**Task details**.
Please restate, word for word, the lines below that begin at the one with "Bounding boxes for" and end at the one with "Annotate this image: name". Leave out all other lines.
BEGIN Data records
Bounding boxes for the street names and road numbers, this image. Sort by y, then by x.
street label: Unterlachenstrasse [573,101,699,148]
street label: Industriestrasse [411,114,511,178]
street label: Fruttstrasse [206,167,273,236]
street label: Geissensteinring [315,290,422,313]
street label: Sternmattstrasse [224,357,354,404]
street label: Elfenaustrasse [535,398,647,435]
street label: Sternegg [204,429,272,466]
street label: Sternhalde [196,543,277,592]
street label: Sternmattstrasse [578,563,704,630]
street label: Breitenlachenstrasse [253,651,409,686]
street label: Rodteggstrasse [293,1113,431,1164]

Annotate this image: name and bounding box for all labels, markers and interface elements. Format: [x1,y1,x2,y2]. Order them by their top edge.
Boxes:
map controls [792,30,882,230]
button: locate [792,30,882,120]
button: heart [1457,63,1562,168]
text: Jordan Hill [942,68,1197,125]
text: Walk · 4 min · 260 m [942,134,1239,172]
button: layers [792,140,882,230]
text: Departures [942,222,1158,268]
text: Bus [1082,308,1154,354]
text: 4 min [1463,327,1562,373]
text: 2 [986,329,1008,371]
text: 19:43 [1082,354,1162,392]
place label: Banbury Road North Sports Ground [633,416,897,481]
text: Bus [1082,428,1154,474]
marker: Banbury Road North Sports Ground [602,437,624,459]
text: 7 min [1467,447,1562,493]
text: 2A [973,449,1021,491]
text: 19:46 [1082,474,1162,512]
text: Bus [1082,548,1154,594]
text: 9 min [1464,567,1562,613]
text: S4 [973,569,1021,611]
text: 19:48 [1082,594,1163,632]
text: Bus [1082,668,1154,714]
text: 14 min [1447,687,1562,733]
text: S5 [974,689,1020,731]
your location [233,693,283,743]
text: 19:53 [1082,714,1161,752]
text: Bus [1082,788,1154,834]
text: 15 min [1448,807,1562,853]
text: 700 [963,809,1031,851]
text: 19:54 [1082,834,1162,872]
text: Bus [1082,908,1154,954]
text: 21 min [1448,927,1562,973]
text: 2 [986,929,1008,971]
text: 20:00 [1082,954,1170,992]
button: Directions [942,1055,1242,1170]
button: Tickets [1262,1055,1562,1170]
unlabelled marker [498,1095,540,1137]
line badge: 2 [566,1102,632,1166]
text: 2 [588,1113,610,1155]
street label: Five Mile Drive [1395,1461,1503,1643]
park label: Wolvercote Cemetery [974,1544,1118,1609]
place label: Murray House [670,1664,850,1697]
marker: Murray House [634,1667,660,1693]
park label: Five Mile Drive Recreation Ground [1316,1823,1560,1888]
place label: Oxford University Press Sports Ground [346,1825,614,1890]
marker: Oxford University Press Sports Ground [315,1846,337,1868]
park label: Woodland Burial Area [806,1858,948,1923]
END Data records
BEGIN Data records
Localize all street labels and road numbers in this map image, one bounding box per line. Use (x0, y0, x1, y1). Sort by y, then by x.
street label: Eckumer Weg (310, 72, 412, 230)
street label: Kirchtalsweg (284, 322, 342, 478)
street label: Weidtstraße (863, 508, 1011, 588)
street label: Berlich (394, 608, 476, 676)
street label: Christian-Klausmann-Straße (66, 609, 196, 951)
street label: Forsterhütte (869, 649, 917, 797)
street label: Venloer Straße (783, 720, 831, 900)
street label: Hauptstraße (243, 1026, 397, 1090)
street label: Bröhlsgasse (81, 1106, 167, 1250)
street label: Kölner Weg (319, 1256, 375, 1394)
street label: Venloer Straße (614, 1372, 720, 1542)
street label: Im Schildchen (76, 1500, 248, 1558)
END Data records
**Expected answer**.
Bounding boxes for the street names and road numbers, this image. Sort by y, then by x.
street label: Unterlachenstrasse [573,101,699,148]
street label: Industriestrasse [411,114,511,178]
street label: Fruttstrasse [206,167,273,236]
street label: Geissensteinring [315,290,422,313]
street label: Sternmattstrasse [224,357,354,404]
street label: Elfenaustrasse [535,398,647,435]
street label: Sternegg [204,429,272,466]
street label: Sternhalde [196,543,277,592]
street label: Sternmattstrasse [578,563,704,630]
street label: Breitenlachenstrasse [253,651,409,686]
street label: Rodteggstrasse [293,1113,431,1164]

Annotate this image: name and bounding box for all labels, markers and interface elements. Format: [x1,y1,x2,y2]. Order them by their top edge.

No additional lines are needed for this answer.